L'esperienza che ho avuto con O., mi ha fatto ripensare a G.: da quanto tempo non si sentiva nominare nei meandri del mio blog? Troppo. Nella mia mente però è sempre rieccheggiato il suo nome, soprattutto quando riconoscevo che la relazione con O. non era affatto sentita. Era il termine di paragone di tutto; ad esempio ancora penso quando io e G. ci guardavamo dritti negli occhi e seppur non ci dicessimo nulla, era come se ci scambiassimo le parole più dolci del mondo. G. adorava i miei occhi e me lo diceva sempre: diceva che seppur provassi a nascondergli qualcosa, i miei occhi non mentivano mai: mi leggeva dentro. Preferiva quelli a tutto il resto, ne sono certa. O. invece non ha mai detto nulla sui miei occhi, tanto meno mi guardava nelle iridi. Non ci siamo mai scambiati alcuno sguardo. Non siamo mai stati solo a contemplarci l'un con l'altra, e questo mi è mancato moltissimo. Per lui non esistevano altro che sé stesso e le sue necessità. Non mi ha mai vista, se vogliamo usare le parole del Dottor R., e devo dire che ha ragione. Solo ora l'ho capito. D'altronde, quando gli scrissi in seguito al messaggio delle sue scuse, lui non mi ha degnato di una risposta, come se non la meritassi. Anche oggi, quando (presa la decisione), gli feci sapere che per me era inutile vederci per dirci che era finita: non mi ha risposto. Non vorrà darmi soddisfazioni, questo non lo so. Ma narciso com'è, dubito che in questo momento stia pensando a me o per lo meno a insistere. Se davvero fossi stata una persona a cui teneva, avrebbe cercato in qualche modo di farmi capire quanto meno che mi voleva bene. Anche solo venire sotto casa mia e cercare spiegazioni. Che poi fosse andata a finire male, non lo saprò mai. Ma se anche solo si fosse impegnato di più, avrebbe fatto la differenza. Invece, quello che riesco a pensare ora è che forse non gliene sia mai fregato nulla della sottoscritta.

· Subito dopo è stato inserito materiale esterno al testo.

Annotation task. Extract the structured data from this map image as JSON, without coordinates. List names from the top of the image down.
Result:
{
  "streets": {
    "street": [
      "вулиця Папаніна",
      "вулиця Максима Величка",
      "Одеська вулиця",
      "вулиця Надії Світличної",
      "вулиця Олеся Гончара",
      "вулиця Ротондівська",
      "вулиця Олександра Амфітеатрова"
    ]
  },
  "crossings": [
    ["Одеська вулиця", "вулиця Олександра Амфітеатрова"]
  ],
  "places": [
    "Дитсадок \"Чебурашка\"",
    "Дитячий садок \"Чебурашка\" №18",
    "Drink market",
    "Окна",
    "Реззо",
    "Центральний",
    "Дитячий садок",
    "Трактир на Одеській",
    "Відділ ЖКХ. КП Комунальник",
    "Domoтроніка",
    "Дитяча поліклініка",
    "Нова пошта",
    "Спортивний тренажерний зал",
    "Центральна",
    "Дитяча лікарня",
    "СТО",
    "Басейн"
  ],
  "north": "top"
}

Riesumo così piccoli momenti nostalgici spesi con G.: e chissà perchè oggi mi sono messa a piangere dopo tanto tempo che non accadeva quando pensavo a lui. Quelle lacrime amare, ma che non sanno né di dolore né di qualsiasi altra cosa. Forse solo uno sfogo, o solo nostalgia. Non so neanche questo. Avrei voluto continuare ad avere lui al mio fianco. E solo ora capisco che cosa intendesse lui quando chiedeva a me il dialogo nella relazione. E così mi do altre colpe che non mi fanno certamente bene, ma è l'unica cosa a cui posso tendere ora: piangermi addosso e additarmi colpe e difetti che sento solo miei e di nessun'altro. Mi sono messa a piagnucolare come una 12enne, e mi sono sentita ridicola anche in questa mia reazione. Ho paura dei miei stessi giudizi e delle mie stesse impressioni che ho sulle mie azioni. Sto diventando paranoica.


Un saluto un pò nostalgico, e un pò paranoico, da Val.